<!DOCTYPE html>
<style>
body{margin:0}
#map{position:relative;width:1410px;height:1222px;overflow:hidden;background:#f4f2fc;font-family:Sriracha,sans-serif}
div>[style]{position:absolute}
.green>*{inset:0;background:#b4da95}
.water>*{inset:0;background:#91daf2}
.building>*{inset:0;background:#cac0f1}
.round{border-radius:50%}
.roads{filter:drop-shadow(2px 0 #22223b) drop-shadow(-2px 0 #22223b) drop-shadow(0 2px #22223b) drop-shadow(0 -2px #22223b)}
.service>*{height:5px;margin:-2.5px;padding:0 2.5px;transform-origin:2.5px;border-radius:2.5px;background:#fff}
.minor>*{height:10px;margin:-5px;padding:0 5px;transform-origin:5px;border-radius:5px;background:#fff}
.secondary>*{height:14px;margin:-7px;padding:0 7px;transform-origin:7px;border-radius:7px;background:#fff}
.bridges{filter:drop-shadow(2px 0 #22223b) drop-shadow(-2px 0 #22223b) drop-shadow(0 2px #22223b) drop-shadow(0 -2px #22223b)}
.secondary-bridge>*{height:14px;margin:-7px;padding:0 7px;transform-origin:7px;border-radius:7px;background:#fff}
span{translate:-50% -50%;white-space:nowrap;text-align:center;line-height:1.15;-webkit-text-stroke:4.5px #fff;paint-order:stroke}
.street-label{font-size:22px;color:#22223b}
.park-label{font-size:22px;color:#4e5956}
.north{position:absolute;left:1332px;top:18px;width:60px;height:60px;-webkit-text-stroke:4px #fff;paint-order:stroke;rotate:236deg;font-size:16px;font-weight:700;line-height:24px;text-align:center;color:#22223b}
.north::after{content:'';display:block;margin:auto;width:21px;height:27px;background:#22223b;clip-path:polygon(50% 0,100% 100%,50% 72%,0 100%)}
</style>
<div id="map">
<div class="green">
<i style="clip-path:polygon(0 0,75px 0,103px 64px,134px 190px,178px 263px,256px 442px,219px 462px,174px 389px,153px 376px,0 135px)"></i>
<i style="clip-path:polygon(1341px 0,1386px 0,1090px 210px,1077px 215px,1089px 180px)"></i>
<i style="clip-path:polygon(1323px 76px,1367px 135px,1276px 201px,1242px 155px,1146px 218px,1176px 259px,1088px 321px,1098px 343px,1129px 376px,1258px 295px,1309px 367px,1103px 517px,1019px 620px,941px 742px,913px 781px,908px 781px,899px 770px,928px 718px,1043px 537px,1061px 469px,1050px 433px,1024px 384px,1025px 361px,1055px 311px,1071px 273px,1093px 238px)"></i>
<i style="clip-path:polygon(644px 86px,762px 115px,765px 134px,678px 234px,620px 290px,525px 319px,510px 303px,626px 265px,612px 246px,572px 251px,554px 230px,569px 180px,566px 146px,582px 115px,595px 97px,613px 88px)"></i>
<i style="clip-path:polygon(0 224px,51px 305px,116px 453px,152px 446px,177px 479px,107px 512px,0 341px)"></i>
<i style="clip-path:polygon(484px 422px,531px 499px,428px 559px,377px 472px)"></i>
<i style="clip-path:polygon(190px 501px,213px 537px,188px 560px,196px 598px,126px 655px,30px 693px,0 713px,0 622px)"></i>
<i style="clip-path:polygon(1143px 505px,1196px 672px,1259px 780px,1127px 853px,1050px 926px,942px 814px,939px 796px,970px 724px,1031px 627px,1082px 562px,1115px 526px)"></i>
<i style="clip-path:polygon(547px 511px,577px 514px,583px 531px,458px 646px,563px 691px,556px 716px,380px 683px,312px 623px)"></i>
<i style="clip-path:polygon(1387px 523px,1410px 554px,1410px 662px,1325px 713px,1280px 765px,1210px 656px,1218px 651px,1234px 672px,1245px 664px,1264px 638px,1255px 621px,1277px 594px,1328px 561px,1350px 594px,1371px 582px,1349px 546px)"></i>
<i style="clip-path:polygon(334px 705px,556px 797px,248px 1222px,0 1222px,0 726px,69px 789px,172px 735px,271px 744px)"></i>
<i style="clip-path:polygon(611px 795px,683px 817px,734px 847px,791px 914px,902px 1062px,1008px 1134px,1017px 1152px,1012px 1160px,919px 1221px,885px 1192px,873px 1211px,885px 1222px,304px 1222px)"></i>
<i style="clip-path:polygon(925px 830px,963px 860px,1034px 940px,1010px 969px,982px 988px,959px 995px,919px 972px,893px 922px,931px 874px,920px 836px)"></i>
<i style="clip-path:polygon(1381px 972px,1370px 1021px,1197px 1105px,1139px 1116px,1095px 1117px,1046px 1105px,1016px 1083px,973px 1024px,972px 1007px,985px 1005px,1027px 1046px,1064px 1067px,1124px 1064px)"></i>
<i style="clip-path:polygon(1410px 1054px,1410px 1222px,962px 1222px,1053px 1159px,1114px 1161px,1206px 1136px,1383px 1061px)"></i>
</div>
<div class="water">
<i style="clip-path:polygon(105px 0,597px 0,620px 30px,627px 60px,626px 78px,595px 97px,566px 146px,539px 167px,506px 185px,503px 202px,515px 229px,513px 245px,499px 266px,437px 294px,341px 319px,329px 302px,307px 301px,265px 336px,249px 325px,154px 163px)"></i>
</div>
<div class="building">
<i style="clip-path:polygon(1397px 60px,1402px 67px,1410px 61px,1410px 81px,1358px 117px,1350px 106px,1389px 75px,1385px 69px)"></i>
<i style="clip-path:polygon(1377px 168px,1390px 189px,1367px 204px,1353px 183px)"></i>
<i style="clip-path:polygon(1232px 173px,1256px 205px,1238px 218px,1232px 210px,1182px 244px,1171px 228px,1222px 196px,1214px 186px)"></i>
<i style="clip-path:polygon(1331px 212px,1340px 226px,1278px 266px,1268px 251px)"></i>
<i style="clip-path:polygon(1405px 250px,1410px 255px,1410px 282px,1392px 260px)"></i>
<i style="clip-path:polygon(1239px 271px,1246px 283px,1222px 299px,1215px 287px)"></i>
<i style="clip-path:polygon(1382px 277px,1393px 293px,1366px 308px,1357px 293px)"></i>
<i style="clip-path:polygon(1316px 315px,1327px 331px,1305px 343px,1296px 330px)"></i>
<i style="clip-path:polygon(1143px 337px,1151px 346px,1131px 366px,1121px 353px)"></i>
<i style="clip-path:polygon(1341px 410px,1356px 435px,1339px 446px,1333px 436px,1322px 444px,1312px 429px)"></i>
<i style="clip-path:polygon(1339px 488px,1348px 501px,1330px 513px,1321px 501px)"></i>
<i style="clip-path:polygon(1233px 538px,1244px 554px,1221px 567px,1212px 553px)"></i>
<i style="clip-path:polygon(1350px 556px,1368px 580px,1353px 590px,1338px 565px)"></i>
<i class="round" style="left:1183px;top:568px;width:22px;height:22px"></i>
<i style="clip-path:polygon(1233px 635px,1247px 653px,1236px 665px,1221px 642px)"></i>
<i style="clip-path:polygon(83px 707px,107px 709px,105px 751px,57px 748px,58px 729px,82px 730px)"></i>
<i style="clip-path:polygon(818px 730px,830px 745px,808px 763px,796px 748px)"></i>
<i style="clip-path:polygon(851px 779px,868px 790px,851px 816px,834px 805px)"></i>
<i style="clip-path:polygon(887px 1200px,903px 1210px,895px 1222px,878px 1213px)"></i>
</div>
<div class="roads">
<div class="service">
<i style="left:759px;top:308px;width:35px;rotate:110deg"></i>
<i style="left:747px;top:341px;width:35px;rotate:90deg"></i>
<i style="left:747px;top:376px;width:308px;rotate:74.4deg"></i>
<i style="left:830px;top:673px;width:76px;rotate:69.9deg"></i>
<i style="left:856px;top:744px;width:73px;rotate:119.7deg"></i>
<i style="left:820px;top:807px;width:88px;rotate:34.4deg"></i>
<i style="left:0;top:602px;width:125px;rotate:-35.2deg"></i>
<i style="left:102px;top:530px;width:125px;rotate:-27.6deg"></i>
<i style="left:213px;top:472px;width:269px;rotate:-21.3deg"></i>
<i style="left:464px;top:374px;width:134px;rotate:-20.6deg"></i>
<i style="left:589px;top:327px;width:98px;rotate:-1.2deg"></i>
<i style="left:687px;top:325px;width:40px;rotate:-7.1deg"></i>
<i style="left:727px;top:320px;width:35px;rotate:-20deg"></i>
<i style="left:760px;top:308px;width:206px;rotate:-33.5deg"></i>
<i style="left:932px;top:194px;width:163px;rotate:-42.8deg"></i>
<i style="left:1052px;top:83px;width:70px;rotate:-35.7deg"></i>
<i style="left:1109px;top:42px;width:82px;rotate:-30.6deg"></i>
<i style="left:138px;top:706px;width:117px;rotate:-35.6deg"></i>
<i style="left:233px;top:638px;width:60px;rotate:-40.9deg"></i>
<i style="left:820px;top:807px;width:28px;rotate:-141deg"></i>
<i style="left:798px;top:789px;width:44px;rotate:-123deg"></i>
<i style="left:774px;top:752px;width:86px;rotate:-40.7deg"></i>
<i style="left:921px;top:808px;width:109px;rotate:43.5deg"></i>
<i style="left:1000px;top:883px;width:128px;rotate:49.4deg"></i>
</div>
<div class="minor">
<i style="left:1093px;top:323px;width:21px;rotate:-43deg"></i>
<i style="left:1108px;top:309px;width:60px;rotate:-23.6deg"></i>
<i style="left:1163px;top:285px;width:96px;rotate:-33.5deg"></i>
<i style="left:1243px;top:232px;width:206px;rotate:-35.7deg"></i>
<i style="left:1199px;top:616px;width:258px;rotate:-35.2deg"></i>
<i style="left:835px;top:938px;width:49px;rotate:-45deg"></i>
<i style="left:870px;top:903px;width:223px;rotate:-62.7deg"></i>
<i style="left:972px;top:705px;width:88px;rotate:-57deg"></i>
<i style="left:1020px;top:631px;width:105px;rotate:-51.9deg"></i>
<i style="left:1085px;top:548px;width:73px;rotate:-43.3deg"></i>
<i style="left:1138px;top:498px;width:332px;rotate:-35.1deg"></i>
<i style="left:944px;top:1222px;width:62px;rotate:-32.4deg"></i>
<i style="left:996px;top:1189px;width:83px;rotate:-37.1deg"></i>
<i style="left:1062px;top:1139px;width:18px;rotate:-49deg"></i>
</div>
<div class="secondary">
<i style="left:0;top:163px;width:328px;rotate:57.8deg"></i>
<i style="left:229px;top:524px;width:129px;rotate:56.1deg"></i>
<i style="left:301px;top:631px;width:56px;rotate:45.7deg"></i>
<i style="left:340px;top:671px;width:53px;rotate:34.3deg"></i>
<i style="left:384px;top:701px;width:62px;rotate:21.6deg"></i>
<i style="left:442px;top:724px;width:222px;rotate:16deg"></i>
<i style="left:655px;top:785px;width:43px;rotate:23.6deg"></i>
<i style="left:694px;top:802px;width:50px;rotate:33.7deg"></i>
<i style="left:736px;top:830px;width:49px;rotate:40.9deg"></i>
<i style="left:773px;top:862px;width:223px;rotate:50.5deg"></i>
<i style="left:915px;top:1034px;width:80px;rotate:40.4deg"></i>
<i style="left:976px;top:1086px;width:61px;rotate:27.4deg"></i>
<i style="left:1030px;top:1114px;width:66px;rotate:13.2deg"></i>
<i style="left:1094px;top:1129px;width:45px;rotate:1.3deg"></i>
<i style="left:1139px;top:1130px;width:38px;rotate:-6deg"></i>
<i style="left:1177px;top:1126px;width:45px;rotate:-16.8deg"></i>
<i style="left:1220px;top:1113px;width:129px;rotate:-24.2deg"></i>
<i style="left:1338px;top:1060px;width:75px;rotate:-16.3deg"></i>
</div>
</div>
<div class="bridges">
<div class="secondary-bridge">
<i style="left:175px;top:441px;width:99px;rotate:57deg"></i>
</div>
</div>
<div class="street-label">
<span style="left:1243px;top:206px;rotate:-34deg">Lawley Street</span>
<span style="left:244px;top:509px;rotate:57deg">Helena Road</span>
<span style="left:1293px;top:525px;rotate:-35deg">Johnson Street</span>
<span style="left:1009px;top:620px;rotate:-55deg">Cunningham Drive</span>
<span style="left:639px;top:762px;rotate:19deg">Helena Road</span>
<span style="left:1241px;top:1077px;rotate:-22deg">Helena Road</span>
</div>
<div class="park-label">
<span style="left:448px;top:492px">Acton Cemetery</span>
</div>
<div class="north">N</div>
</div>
☆ ☆ ☆ ☆ ☆
PROBLEM STATEMENT
Provide only the count of lines in the records above that hold the word "roads".

RESPONSE BELOW
2